• **Data extract**:

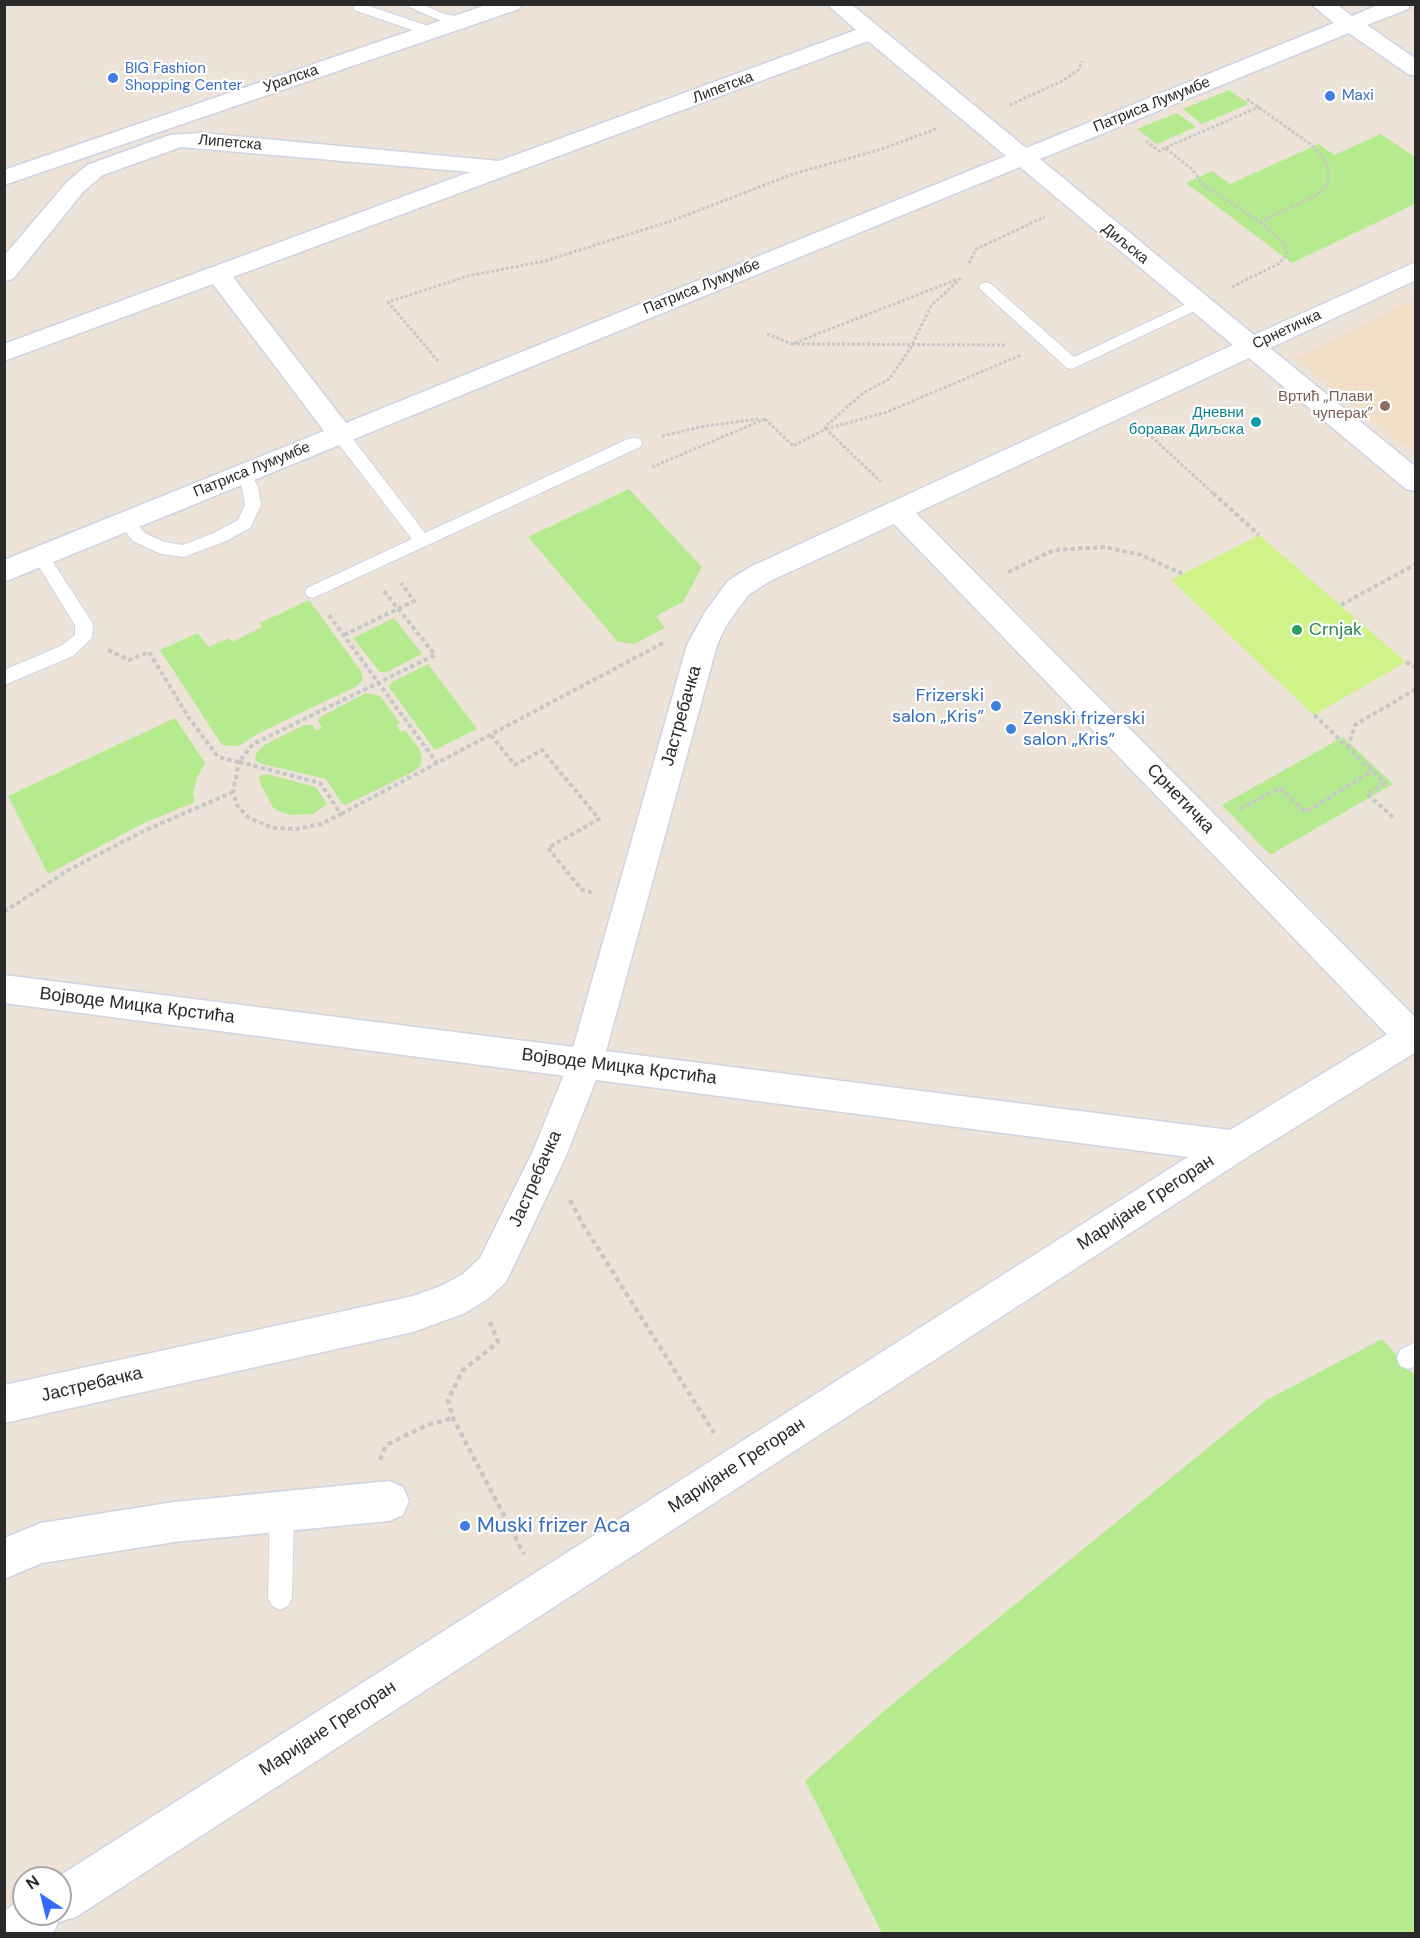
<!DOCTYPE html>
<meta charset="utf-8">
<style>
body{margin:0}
#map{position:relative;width:1420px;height:1938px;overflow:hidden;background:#ede3d9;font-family:"DM Sans",sans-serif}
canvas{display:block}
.frame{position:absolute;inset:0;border:6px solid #292929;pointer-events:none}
.north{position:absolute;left:12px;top:1866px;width:60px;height:60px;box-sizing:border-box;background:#fff;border:2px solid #a9a9a9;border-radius:50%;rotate:325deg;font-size:16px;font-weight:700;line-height:24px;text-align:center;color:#292929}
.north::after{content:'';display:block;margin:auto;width:21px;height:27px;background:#346bff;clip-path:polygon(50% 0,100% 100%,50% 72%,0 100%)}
</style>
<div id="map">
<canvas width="1420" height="1938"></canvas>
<div class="frame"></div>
<div class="north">N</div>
</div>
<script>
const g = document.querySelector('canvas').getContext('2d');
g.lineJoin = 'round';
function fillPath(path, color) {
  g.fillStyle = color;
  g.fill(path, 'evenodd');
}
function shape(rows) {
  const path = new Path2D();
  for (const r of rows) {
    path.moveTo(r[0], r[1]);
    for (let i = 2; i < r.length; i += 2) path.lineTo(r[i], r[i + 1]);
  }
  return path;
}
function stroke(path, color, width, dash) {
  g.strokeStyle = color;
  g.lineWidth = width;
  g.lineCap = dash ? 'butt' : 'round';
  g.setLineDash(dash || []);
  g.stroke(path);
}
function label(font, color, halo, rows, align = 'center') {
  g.font = font + ' "DM Sans",sans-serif';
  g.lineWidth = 4.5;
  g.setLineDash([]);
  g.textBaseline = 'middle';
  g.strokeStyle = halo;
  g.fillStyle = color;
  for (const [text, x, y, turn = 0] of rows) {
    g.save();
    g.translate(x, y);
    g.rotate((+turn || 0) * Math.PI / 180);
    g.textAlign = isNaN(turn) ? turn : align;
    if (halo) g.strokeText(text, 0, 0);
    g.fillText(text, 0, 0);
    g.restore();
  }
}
fillPath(shape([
 [1415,299,1415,454,1295,358]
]), '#f1e0c6');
fillPath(shape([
 [1229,90,1249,104,1202,124,1183,109],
 [1177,113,1196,127,1157,144,1137,129],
 [1381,134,1415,157,1415,204,1292,263,1186,183,1212,171,1230,184,1319,144,1334,155],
 [629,489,702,567,683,602,656,616,665,628,634,644,618,642,528,537],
 [309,600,361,671,363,679,357,686,257,734,239,746,222,745,160,650,198,633,208,647,229,638,232,642,262,627,260,623],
 [394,618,422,654,387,672,380,672,353,638],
 [428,664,477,729,435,750,389,687,392,682],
 [366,693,380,696,400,723,396,725,401,732,405,730,420,750,422,759,420,766,413,772,346,805,342,804,326,779,258,763,255,759,257,752,264,745,304,725,312,725,316,731,322,728,318,721,320,717],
 [175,718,205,763,197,778,193,793,195,802,144,823,48,874,8,796],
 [1343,737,1393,784,1270,855,1222,805],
 [267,774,316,787,327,804,313,814,290,815,274,809,260,783,259,776],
 [1382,1339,1415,1376,1415,1933,882,1933,805,1781,891,1705,1267,1400]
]), '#b6ea8f');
fillPath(shape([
 [1259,535,1347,611,1406,662,1314,715,1171,580]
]), '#cff389');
const lane = shape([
 [353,4,363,4,437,29,438,32,432,36,427,35,354,10,353,4],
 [403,4,421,4,444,14,468,18,470,21,464,25,441,21,403,4],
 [986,282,991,284,1074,357,1193,301,1203,301,1205,304,1203,307,1072,369,1067,368,981,290,979,287,981,284,986,282],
 [340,429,346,430,425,533,628,439,634,438,640,439,642,443,640,447,313,598,307,596,305,592,307,588,412,539,334,438,332,434,334,430,340,429],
 [243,468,249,470,258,487,261,505,250,528,226,541,184,557,161,554,133,541,118,522,120,518,126,516,132,518,145,533,164,542,183,545,214,533,238,520,245,505,242,487,235,474,237,470,243,468],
 [41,551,47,553,90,619,93,624,92,638,73,656,4,685,4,670,61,646,75,635,75,625,33,557,35,553,41,551],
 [1416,1342,1416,1366,1408,1369,1400,1366,1397,1358,1400,1350,1416,1342],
 [282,1501,290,1505,294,1513,292,1598,288,1606,280,1610,272,1606,268,1598,270,1513,274,1505,282,1501]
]);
const street = shape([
 [489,4,521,4,519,9,4,185,4,170,489,4],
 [827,4,851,4,1026,148,1334,23,1311,4,1336,4,1352,16,1380,4,1410,4,1408,9,1367,25,1416,59,1416,76,1408,74,1349,33,1040,159,1254,335,1416,262,1416,280,1270,348,1416,467,1416,491,1406,489,1249,358,916,513,1416,1018,1416,1051,1412,1052,1400,1048,894,524,770,581,748,595,726,626,717,645,603,1062,566,1156,506,1282,489,1298,465,1313,413,1332,4,1423,4,1385,413,1296,441,1286,463,1274,480,1258,533,1151,569,1062,687,645,705,612,728,581,750,567,1233,345,1020,167,4,582,4,560,324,431,213,284,4,361,4,344,470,172,181,147,103,175,83,192,13,279,4,281,4,256,67,182,87,165,170,135,201,133,499,161,856,30,827,4],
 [868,41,1006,156,346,423,233,277,868,41],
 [389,1481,403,1487,409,1501,403,1515,389,1521,174,1542,42,1563,4,1579,4,1538,41,1523,174,1502,389,1481]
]);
const secondary = shape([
 [4,975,1230,1130,1404,1024,1416,1019,1416,1052,1246,1158,76,1917,58,1922,55,1930,49,1934,4,1934,4,1911,23,1898,24,1914,60,1914,60,1878,56,1878,1188,1157,4,1003,4,975]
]);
stroke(lane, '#ced4e4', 2);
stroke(street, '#ced4e4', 3);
stroke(secondary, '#ced4e4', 3);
stroke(shape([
 [1247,99,1310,144,1323,157,1329,169,1327,185,1317,195,1260,222],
 [1010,105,1062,81,1078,70,1082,61],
 [1146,141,1159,151,1165,148],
 [969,263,976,249,1045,217],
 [1232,287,1280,263,1287,253,1282,241,1253,217,1203,184,1192,169,1165,148,1259,107],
 [767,334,792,344,958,279],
 [792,344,1007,345],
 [438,361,388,302,468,276,545,261,671,221,793,174,882,149,936,129],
 [765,419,793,446,826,429,881,482],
 [826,429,825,427,863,393,889,379,910,349,931,306,961,278],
 [826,429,887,412,1021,355],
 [1144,430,1215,495],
 [662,436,705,426,758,419],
 [652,467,765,419]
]), '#c7c7c7', 3, [3, 2]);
stroke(shape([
 [1213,493,1259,535],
 [1008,572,1054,550,1105,547,1141,555,1183,574],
 [1341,605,1416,564],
 [329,615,437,763],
 [344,635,414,601,401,583],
 [108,650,129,660,149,652,189,718,218,757,239,762,253,744,435,655,384,591],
 [1406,662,1416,668],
 [1314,715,1385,783,1367,794,1394,818],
 [491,735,515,765,542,750,599,819,548,848,582,890,595,893],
 [1348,748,1355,725,1416,689],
 [239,762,320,783,341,814,321,824,296,829,273,828,249,818,237,805,233,792,239,762],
 [1240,809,1280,788,1305,812,1372,771],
 [341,814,663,643],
 [4,912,67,871,107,850,146,830,233,792]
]), '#c7c7c7', 4, [4.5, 3]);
stroke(shape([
 [570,1200,582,1223,714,1433],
 [490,1322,498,1342,462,1371,448,1400,453,1418,524,1554],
 [380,1460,386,1445,427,1425,453,1418]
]), '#c7c7c7', 4.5, [5, 4]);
fillPath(lane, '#fff');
fillPath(street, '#fff');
fillPath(secondary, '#fff');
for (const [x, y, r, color] of [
 [113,78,6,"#3f7fe0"],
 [1330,96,6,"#3f7fe0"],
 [1385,406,6,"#8d6e63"],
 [1256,422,6,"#0f9aa8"],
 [1297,630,6,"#2e9e5b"],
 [996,706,6,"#3f7fe0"],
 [1011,729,6,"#3f7fe0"],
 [465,1526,6,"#3f7fe0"]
]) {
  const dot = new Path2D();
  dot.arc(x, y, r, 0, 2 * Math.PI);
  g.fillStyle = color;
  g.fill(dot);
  stroke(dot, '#fff', 2);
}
label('15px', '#366cbe', '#fff', [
 ["BIG Fashion",125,69],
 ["Shopping Center",125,86],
 ["Maxi",1342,96]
], 'left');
label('15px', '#292929', '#fff', [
 ["Уралска",291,79,-19],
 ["Липетска",723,88,-21],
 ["Патриса Лумумбе",1152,105,-22],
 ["Липетска",230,143,5],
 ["Диљска",1125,244,39],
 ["Патриса Лумумбе",702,287,-22],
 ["Срнетичка",1287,330,-25],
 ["Патриса Лумумбе",252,470,-22]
]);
label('15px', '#785e54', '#fff', [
 ["Вртић „Плави",1373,397],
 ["чуперак”",1373,414]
], 'right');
label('15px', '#0d838f', '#fff', [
 ["Дневни",1244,413],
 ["боравак Диљска",1244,430]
], 'right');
label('18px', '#27864d', '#fff', [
 ["Crnjak",1309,630]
], 'left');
label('18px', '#366cbe', '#fff', [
 ["Frizerski",984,696],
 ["salon „Kris”",984,717],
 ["Zenski frizerski",1023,719,"left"],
 ["salon „Kris”",1023,740,"left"]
], 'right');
label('18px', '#292929', '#fff', [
 ["Јастребачка",682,716,-74],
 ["Срнетичка",1180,799,46],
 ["Војводе Мицка Крстића",137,1006,7],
 ["Војводе Мицка Крстића",619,1067,7],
 ["Јастребачка",536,1179,-66],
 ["Маријане Грегоран",1146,1203,-33],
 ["Јастребачка",92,1385,-13],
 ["Маријане Грегоран",737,1466,-33],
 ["Маријане Грегоран",328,1729,-33]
]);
label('21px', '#366cbe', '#fff', [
 ["Muski frizer Aca",477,1526]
], 'left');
</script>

• **Task to carry out**: Would you please copy exactly the part of the entries above that begins at the line containing "return path;" and ends at the line containing "[1415,299,1415,454,1295,358]", both lines included?

• **Task output**:
  return path;
}
function stroke(path, color, width, dash) {
  g.strokeStyle = color;
  g.lineWidth = width;
  g.lineCap = dash ? 'butt' : 'round';
  g.setLineDash(dash || []);
  g.stroke(path);
}
function label(font, color, halo, rows, align = 'center') {
  g.font = font + ' "DM Sans",sans-serif';
  g.lineWidth = 4.5;
  g.setLineDash([]);
  g.textBaseline = 'middle';
  g.strokeStyle = halo;
  g.fillStyle = color;
  for (const [text, x, y, turn = 0] of rows) {
    g.save();
    g.translate(x, y);
    g.rotate((+turn || 0) * Math.PI / 180);
    g.textAlign = isNaN(turn) ? turn : align;
    if (halo) g.strokeText(text, 0, 0);
    g.fillText(text, 0, 0);
    g.restore();
  }
}
fillPath(shape([
 [1415,299,1415,454,1295,358]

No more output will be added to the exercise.